## TASK ITEM
Return the records below exactly; pictures stay out.

Start of EXTRACTED INFORMATION

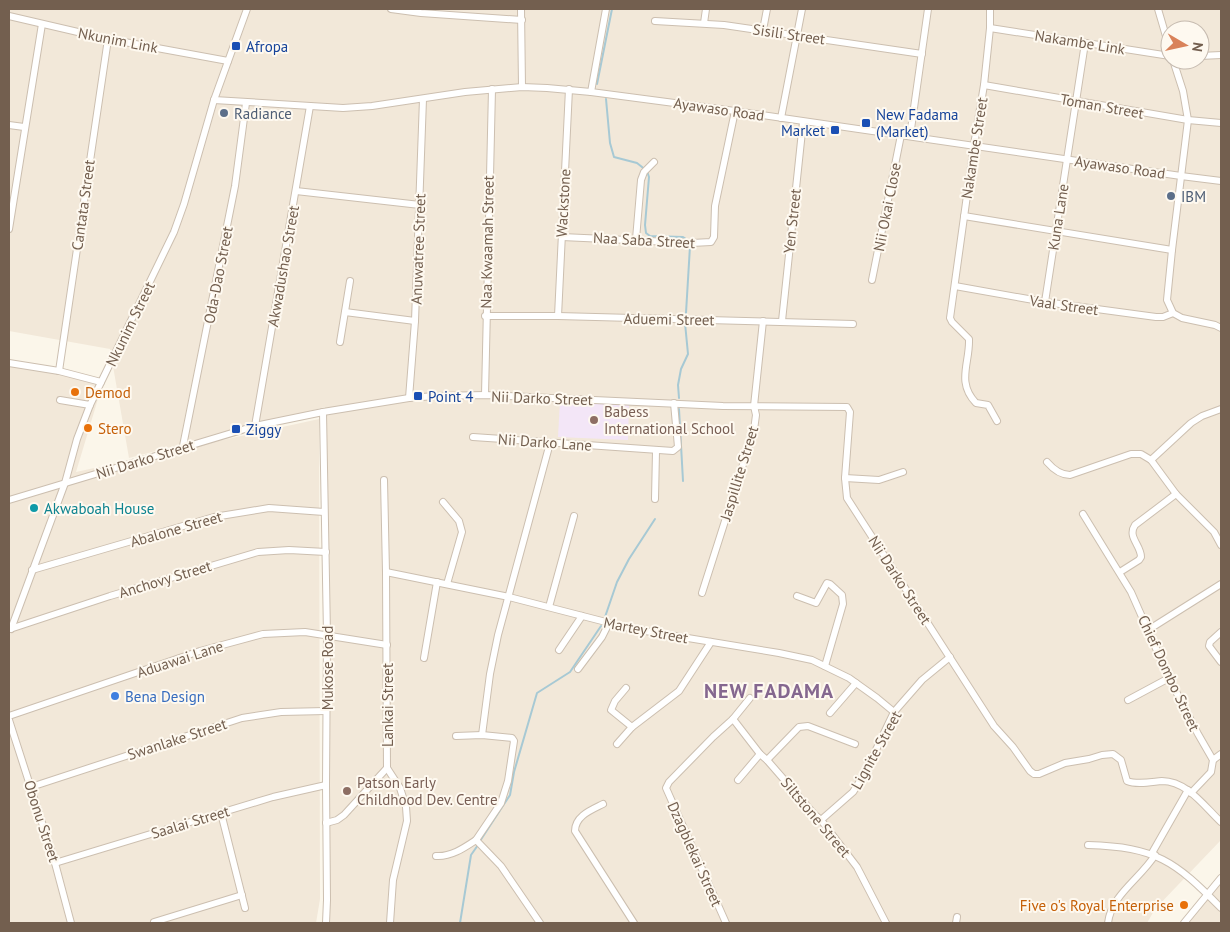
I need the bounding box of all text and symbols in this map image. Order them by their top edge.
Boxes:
street label: Sisili Street [752,20,826,48]
north arrow [1160,20,1210,70]
street label: Nkunim Link [76,23,160,57]
street label: Nakambe Link [1033,25,1127,59]
place label: Afropa [246,37,288,56]
marker: Afropa [230,40,242,52]
text: N [1188,41,1207,53]
street label: Toman Street [1059,89,1145,123]
street label: Ayawaso Road [672,93,766,125]
street label: Nakambe Street [957,96,991,200]
place label: Radiance [234,104,292,123]
place label: New Fadama (Market) [876,105,959,141]
marker: Radiance [218,107,230,119]
marker: New Fadama (Market) [860,117,872,129]
place label: Market [781,121,825,140]
marker: Market [829,124,841,136]
street label: Ayawaso Road [1073,151,1167,183]
street label: Cantata Street [67,158,99,252]
street label: Nii Okai Close [869,161,905,253]
street label: Wackstone [552,168,574,238]
street label: Naa Kwaamah Street [476,175,498,309]
street label: Kuna Lane [1043,182,1073,252]
place label: IBM [1181,187,1206,206]
street label: Yen Street [779,188,805,254]
marker: IBM [1165,190,1177,202]
street label: Anuwatree Street [407,193,429,305]
street label: Akwadushao Street [263,204,303,328]
street label: Oda-Dao Street [199,225,237,325]
street label: Naa Saba Street [592,228,696,252]
street label: Nkunim Street [101,278,159,370]
street label: Vaal Street [1027,291,1100,319]
street label: Aduemi Street [623,309,715,329]
place label: Demod [85,383,131,402]
marker: Demod [69,386,81,398]
place label: Point 4 [428,387,473,406]
street label: Nii Darko Street [491,387,593,409]
marker: Point 4 [412,390,424,402]
place label: Babess International School [604,402,735,438]
marker: Babess International School [588,414,600,426]
place label: Stero [98,419,132,438]
place label: Ziggy [246,420,281,439]
marker: Stero [82,422,94,434]
marker: Ziggy [230,423,242,435]
street label: Jaspillite Street [715,423,762,524]
street label: Nii Darko Lane [497,429,593,455]
street label: Nii Darko Street [94,435,196,483]
place label: Akwaboah House [44,499,154,518]
marker: Akwaboah House [28,502,40,514]
street label: Abalone Street [128,507,224,551]
street label: Nii Darko Street [864,532,936,628]
street label: Anchovy Street [116,556,214,602]
street label: Martey Street [602,612,690,648]
street label: Chief Dombo Street [1134,612,1204,734]
street label: Mukose Road [318,626,337,710]
street label: Aduawai Lane [134,636,226,682]
street label: Lankai Street [378,663,397,747]
district label: NEW FADAMA [704,678,834,704]
place label: Bena Design [125,687,205,706]
marker: Bena Design [109,690,121,702]
street label: Lignite Street [847,707,905,793]
street label: Swanlake Street [125,714,229,764]
place label: Patson Early Childhood Dev. Centre [357,773,498,809]
street label: Siltstone Street [777,773,855,861]
street label: Obonu Street [20,778,64,864]
marker: Patson Early Childhood Dev. Centre [341,785,353,797]
street label: Dzagblekai Street [663,799,727,909]
street label: Saalai Street [148,801,232,843]
place label: Five o's Royal Enterprise [1020,896,1174,915]
marker: Five o's Royal Enterprise [1178,899,1190,911]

End of EXTRACTED INFORMATION

## PROBLEM SOLUTION
I need the bounding box of all text and symbols in this map image. Order them by their top edge.
Boxes:
street label: Sisili Street [752,20,826,48]
north arrow [1160,20,1210,70]
street label: Nkunim Link [76,23,160,57]
street label: Nakambe Link [1033,25,1127,59]
place label: Afropa [246,37,288,56]
marker: Afropa [230,40,242,52]
text: N [1188,41,1207,53]
street label: Toman Street [1059,89,1145,123]
street label: Ayawaso Road [672,93,766,125]
street label: Nakambe Street [957,96,991,200]
place label: Radiance [234,104,292,123]
place label: New Fadama (Market) [876,105,959,141]
marker: Radiance [218,107,230,119]
marker: New Fadama (Market) [860,117,872,129]
place label: Market [781,121,825,140]
marker: Market [829,124,841,136]
street label: Ayawaso Road [1073,151,1167,183]
street label: Cantata Street [67,158,99,252]
street label: Nii Okai Close [869,161,905,253]
street label: Wackstone [552,168,574,238]
street label: Naa Kwaamah Street [476,175,498,309]
street label: Kuna Lane [1043,182,1073,252]
place label: IBM [1181,187,1206,206]
street label: Yen Street [779,188,805,254]
marker: IBM [1165,190,1177,202]
street label: Anuwatree Street [407,193,429,305]
street label: Akwadushao Street [263,204,303,328]
street label: Oda-Dao Street [199,225,237,325]
street label: Naa Saba Street [592,228,696,252]
street label: Nkunim Street [101,278,159,370]
street label: Vaal Street [1027,291,1100,319]
street label: Aduemi Street [623,309,715,329]
place label: Demod [85,383,131,402]
marker: Demod [69,386,81,398]
place label: Point 4 [428,387,473,406]
street label: Nii Darko Street [491,387,593,409]
marker: Point 4 [412,390,424,402]
place label: Babess International School [604,402,735,438]
marker: Babess International School [588,414,600,426]
place label: Stero [98,419,132,438]
place label: Ziggy [246,420,281,439]
marker: Stero [82,422,94,434]
marker: Ziggy [230,423,242,435]
street label: Jaspillite Street [715,423,762,524]
street label: Nii Darko Lane [497,429,593,455]
street label: Nii Darko Street [94,435,196,483]
place label: Akwaboah House [44,499,154,518]
marker: Akwaboah House [28,502,40,514]
street label: Abalone Street [128,507,224,551]
street label: Nii Darko Street [864,532,936,628]
street label: Anchovy Street [116,556,214,602]
street label: Martey Street [602,612,690,648]
street label: Chief Dombo Street [1134,612,1204,734]
street label: Mukose Road [318,626,337,710]
street label: Aduawai Lane [134,636,226,682]
street label: Lankai Street [378,663,397,747]
district label: NEW FADAMA [704,678,834,704]
place label: Bena Design [125,687,205,706]
marker: Bena Design [109,690,121,702]
street label: Lignite Street [847,707,905,793]
street label: Swanlake Street [125,714,229,764]
place label: Patson Early Childhood Dev. Centre [357,773,498,809]
street label: Siltstone Street [777,773,855,861]
street label: Obonu Street [20,778,64,864]
marker: Patson Early Childhood Dev. Centre [341,785,353,797]
street label: Dzagblekai Street [663,799,727,909]
street label: Saalai Street [148,801,232,843]
place label: Five o's Royal Enterprise [1020,896,1174,915]
marker: Five o's Royal Enterprise [1178,899,1190,911]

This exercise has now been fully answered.